[Source data]
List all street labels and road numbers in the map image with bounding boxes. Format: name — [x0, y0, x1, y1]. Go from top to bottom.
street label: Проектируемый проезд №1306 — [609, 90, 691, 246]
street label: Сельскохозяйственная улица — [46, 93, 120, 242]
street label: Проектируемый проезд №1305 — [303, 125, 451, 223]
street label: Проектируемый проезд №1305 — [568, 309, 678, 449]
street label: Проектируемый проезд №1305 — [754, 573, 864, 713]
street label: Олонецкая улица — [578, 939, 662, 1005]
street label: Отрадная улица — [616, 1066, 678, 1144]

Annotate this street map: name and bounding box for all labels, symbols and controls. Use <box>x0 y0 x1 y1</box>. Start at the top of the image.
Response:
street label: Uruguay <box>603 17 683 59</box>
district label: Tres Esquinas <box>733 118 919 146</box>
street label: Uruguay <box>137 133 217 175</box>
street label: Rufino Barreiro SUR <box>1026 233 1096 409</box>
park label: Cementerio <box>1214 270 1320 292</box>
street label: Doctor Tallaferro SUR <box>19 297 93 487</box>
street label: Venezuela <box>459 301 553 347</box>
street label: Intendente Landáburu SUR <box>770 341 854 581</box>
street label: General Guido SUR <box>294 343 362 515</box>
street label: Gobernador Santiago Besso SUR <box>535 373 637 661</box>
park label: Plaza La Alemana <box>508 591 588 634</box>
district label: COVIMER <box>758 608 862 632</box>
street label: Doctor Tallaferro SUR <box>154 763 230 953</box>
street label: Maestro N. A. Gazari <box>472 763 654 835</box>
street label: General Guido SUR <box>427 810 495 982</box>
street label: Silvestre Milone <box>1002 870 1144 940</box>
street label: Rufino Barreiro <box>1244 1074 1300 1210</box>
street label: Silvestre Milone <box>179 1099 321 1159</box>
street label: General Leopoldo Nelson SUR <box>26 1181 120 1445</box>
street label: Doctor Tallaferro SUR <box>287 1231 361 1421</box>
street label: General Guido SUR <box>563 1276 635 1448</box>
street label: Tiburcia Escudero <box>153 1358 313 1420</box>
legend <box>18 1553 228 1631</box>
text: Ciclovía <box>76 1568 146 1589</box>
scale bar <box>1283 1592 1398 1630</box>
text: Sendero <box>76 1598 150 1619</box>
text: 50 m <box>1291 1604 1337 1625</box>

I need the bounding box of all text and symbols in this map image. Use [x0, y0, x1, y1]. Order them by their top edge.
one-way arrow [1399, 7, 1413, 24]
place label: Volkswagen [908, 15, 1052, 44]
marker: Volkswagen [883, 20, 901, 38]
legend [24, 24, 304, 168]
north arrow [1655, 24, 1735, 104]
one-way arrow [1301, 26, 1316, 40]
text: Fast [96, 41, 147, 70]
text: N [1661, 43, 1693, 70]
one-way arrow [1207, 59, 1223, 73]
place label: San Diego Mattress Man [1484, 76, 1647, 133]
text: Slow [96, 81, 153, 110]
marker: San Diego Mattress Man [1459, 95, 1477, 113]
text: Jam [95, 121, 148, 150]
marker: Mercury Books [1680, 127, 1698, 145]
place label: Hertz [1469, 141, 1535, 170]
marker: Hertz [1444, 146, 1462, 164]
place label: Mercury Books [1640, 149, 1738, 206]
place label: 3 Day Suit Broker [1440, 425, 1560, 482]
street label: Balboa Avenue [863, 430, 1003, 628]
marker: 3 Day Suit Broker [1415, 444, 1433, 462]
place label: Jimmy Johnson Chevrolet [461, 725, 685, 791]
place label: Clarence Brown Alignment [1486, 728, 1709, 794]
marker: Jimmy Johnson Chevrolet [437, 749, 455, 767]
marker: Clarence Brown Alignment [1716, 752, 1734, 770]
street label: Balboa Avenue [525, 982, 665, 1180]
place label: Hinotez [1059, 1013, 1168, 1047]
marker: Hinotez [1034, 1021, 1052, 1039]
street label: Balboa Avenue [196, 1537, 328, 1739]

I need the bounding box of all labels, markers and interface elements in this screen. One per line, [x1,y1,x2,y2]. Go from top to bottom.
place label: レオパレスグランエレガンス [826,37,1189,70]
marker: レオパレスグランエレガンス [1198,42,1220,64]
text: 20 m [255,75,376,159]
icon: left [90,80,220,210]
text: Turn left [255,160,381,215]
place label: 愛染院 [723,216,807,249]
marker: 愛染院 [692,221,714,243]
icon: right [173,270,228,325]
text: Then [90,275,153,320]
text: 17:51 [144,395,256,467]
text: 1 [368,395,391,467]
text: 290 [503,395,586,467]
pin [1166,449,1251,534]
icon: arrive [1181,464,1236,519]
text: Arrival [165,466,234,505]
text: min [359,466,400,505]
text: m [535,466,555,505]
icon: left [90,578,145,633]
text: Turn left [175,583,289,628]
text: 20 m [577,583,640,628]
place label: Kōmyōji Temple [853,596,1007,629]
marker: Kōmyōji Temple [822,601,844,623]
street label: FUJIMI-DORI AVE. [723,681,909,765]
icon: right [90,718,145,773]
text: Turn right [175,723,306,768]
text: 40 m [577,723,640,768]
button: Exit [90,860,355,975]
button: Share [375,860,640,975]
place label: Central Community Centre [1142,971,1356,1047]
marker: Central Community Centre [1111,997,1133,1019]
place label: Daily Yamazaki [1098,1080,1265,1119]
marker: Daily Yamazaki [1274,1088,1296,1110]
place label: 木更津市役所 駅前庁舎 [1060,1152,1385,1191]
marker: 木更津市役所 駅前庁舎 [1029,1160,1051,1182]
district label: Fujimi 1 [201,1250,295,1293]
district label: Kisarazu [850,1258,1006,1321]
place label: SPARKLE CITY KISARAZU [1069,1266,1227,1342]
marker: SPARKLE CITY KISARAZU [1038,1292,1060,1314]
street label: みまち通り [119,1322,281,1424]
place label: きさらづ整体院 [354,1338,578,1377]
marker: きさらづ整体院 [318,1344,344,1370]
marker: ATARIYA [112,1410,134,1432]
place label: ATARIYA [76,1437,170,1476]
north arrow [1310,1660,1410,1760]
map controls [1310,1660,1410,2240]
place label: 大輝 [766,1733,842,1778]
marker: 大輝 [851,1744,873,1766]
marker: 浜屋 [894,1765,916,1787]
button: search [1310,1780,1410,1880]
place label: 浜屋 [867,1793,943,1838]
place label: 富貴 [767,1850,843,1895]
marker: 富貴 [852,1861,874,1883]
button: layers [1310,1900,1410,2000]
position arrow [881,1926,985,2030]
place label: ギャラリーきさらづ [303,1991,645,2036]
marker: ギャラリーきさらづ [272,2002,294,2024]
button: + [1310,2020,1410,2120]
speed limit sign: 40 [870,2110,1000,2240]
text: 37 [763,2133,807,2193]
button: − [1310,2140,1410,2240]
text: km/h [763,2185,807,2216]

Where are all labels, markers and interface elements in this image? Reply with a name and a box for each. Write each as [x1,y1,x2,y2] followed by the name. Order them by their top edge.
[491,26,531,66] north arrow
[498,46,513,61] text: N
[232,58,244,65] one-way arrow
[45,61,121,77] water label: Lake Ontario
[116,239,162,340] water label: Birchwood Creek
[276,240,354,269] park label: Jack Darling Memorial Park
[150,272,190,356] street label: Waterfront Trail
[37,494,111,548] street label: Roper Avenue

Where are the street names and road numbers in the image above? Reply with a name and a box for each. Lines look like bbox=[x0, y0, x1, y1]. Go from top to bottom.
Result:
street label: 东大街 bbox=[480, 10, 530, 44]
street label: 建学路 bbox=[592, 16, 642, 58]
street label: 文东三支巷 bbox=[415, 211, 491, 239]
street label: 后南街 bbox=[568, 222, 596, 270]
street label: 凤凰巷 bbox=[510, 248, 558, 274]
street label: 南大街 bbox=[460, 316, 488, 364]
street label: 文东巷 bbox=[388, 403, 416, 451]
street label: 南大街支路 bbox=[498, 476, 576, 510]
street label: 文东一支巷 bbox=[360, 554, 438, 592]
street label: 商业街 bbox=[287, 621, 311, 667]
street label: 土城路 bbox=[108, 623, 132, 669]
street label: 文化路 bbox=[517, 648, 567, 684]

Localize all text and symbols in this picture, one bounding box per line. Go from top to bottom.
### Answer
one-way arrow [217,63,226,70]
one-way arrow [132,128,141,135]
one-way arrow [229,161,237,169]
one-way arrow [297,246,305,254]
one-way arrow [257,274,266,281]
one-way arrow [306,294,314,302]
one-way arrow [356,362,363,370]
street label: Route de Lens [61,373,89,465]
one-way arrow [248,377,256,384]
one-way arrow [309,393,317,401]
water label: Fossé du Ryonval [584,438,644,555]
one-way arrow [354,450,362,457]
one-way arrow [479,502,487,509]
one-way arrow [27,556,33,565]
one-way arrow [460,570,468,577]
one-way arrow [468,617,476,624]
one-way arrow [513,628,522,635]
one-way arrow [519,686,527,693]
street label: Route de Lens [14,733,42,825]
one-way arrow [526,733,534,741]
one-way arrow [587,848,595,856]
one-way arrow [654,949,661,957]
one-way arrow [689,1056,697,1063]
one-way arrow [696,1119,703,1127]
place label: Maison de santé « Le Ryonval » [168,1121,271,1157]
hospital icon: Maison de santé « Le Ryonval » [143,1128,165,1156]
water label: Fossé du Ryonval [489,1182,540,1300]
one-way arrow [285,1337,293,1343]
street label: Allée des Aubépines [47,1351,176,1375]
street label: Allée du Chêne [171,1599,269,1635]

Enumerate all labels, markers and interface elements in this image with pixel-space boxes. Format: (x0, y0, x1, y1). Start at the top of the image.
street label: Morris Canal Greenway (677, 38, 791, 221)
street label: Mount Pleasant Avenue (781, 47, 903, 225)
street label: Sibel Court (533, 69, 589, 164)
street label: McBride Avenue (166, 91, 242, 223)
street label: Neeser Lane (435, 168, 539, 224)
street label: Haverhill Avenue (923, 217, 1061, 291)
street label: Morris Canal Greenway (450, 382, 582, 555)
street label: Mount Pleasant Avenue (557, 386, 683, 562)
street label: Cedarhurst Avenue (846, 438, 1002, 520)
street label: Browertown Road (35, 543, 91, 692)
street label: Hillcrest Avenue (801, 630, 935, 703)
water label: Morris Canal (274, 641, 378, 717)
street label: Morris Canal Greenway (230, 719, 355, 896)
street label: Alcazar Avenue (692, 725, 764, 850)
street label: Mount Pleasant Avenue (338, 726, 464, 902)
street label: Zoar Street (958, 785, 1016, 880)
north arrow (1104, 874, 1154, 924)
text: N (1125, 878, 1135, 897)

== What the exercise asks ==
From the data above, reproduce word for word the lines running from the line with "Where are the" to the line with "Localize all text", ends included.

== Task result ==
Where are the street names and road numbers in the image above? Reply with a name and a box for each. Lines look like bbox=[x0, y0, x1, y1]. Go from top to bottom.
Result:
street label: 东大街 bbox=[480, 10, 530, 44]
street label: 建学路 bbox=[592, 16, 642, 58]
street label: 文东三支巷 bbox=[415, 211, 491, 239]
street label: 后南街 bbox=[568, 222, 596, 270]
street label: 凤凰巷 bbox=[510, 248, 558, 274]
street label: 南大街 bbox=[460, 316, 488, 364]
street label: 文东巷 bbox=[388, 403, 416, 451]
street label: 南大街支路 bbox=[498, 476, 576, 510]
street label: 文东一支巷 bbox=[360, 554, 438, 592]
street label: 商业街 bbox=[287, 621, 311, 667]
street label: 土城路 bbox=[108, 623, 132, 669]
street label: 文化路 bbox=[517, 648, 567, 684]

Localize all text and symbols in this picture, one bounding box per line. Go from top to bottom.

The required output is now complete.